● ACTIVITY
Whenever the word "Управление" appears in a line of the data below, copy that line.

● EXTRACTED DATA

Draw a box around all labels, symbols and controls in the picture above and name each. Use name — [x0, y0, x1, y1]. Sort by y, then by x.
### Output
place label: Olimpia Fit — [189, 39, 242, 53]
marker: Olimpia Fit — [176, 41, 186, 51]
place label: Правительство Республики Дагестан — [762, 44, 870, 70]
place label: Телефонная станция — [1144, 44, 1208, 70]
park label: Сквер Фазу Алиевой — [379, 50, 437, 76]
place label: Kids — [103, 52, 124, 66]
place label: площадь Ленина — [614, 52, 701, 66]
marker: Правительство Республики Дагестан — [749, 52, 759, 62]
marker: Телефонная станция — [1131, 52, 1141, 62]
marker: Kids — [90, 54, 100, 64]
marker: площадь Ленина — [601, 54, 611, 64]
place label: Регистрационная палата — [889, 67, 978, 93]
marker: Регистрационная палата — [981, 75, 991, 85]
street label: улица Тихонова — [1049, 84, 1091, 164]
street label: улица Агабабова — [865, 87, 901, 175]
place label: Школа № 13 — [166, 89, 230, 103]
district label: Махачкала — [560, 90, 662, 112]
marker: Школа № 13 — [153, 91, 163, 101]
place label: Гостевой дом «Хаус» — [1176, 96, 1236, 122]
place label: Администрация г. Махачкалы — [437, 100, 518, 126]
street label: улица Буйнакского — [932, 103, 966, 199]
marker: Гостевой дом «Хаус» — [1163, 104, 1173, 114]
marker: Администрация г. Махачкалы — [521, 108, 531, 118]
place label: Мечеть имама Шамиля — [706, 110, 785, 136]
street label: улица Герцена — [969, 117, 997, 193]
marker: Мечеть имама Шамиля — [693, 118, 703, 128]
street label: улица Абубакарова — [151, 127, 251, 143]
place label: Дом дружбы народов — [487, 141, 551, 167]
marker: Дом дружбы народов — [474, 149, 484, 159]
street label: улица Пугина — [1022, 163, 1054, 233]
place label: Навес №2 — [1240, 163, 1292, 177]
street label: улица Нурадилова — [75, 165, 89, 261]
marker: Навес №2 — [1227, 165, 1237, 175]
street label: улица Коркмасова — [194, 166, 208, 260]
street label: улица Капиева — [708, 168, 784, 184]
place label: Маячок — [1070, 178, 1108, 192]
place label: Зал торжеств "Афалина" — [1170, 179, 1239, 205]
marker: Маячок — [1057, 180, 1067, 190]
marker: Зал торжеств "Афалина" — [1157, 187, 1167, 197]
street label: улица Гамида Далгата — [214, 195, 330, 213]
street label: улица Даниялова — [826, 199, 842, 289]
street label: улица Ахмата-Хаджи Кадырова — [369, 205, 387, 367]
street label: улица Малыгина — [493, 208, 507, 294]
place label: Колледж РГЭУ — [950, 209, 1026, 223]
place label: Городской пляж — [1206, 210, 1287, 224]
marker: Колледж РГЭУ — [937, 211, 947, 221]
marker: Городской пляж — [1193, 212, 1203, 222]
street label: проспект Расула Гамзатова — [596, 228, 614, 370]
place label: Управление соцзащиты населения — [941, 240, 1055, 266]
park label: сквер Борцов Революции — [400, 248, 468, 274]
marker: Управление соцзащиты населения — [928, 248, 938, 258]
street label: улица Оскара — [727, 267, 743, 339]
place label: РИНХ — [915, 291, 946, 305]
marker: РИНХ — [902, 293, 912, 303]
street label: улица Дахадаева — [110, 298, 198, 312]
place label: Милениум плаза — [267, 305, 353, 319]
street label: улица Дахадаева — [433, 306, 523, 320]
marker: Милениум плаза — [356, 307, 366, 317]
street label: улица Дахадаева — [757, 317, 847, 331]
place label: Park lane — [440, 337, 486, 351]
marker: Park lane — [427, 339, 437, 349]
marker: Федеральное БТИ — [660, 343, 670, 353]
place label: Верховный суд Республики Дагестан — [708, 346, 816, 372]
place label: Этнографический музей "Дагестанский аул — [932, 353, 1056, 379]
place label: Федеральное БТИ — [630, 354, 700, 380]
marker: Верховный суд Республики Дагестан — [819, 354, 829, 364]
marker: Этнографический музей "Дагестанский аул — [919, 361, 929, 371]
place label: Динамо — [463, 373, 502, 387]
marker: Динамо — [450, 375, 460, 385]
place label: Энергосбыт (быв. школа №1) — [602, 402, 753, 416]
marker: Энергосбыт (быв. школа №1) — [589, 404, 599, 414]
==
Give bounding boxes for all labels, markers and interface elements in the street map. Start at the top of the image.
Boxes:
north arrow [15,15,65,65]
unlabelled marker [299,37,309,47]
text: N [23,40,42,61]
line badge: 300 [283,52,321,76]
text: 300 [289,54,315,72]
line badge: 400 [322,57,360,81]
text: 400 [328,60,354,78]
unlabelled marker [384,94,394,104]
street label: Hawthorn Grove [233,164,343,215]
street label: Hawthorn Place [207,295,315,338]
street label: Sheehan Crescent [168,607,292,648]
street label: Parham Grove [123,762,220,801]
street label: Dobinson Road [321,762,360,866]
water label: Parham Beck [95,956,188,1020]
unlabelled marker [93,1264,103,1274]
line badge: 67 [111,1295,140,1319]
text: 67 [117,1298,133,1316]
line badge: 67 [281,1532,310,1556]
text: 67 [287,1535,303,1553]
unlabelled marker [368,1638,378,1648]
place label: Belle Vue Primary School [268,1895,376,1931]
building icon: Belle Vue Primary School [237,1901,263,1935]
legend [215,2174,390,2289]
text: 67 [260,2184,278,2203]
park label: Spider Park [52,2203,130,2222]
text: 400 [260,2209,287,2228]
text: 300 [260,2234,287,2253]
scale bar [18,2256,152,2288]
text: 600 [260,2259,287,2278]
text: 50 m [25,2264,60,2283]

● EXERCISE SOLUTION
place label: Управление соцзащиты населения — [941, 240, 1055, 266]
marker: Управление соцзащиты населения — [928, 248, 938, 258]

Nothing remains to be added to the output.